After a few seconds of silence, Mai opened her eyes. The weapon was still trained on her, but the urbexer seemed to be looking past her.
“She’s mine! And so’s that power-sabre you found. These are my sewers!”
He was definitely the owner of the nasty, bullying voice, and from the way he licked his lips as he spoke, was also the one who had hurt the other urbexer and caused the Oni to attack them.
As he shouted, his weapon danced, moving off and on to her. She winced to see that his finger was still on the trigger, even though he was looking off into the distance at the other group.
“Please, just take your finger off the trigger, I won’t cause trouble.”
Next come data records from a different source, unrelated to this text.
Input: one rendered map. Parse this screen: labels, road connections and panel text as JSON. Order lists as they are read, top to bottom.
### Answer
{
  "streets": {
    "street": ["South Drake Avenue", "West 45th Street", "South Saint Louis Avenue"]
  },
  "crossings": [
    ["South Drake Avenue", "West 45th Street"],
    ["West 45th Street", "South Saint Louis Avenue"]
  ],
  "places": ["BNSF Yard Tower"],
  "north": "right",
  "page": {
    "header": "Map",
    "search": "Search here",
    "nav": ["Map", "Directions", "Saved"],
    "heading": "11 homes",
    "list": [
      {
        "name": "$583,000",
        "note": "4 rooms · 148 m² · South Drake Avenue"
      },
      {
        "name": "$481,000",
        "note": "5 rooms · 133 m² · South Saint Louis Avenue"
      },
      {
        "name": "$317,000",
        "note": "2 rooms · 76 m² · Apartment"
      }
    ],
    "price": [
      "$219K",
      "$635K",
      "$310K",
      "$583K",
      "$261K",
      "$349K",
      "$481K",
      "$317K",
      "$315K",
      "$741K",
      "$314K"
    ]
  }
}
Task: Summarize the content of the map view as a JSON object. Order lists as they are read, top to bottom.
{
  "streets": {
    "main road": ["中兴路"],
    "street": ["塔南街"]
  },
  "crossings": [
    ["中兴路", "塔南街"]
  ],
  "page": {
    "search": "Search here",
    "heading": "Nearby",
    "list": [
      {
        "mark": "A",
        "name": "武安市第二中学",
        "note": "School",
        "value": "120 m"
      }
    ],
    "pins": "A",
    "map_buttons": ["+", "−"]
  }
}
Eyes squinting her looked down at her for a second, before giving a slow blink.
“I won’t shoot you, not anywhere important, that is, you’re too valuable.”
It was then she remembered what he’d said about the other Cullers.
“What do you mean?”
“Lots of people got money on you after you killed your boyfriend. Lots of Cullers offering rewards for locations.”
She didn’t bother correcting him on the boyfriend score, but a cold sweat covered her at the thought that he would sell her out to other Cullers. She tried to SASS him, but like some of the others from her bunkroom, the gangers, the prisoners, and the former soldiers, she couldn’t open it up.
“I can give you money,” she tried to shift her weight slightly, easing the tension in her legs. “I’m on a quest right now to clear the sewers down here, get a member of the Sewer Company back. I’ll split it.”
“You can’t outbid the Celestial Court,” he spat. “You! Stop whispering and get over here!”
Turning, she watched as the other group of urbexers approached. Not one had a nano-weapon, they were all printed hard copies. None of them were in a good shape, and their armour was a hodgepodge of styles, poorly maintained and in some cases, poorly fitting.
Are they urbexers or one-milers? She thought as she took their appearance in. Her captor was a different matter. Not only did he have some sort of energy rifle, his armour was clearly of a much higher level of quality.
Now that she was looking closer, it gave off a faint glow, and there were glyphs inscribed which resembled skill effects. She’d never seen anything like it before and made a mental note to look in her menus if – when – she got out of this situation.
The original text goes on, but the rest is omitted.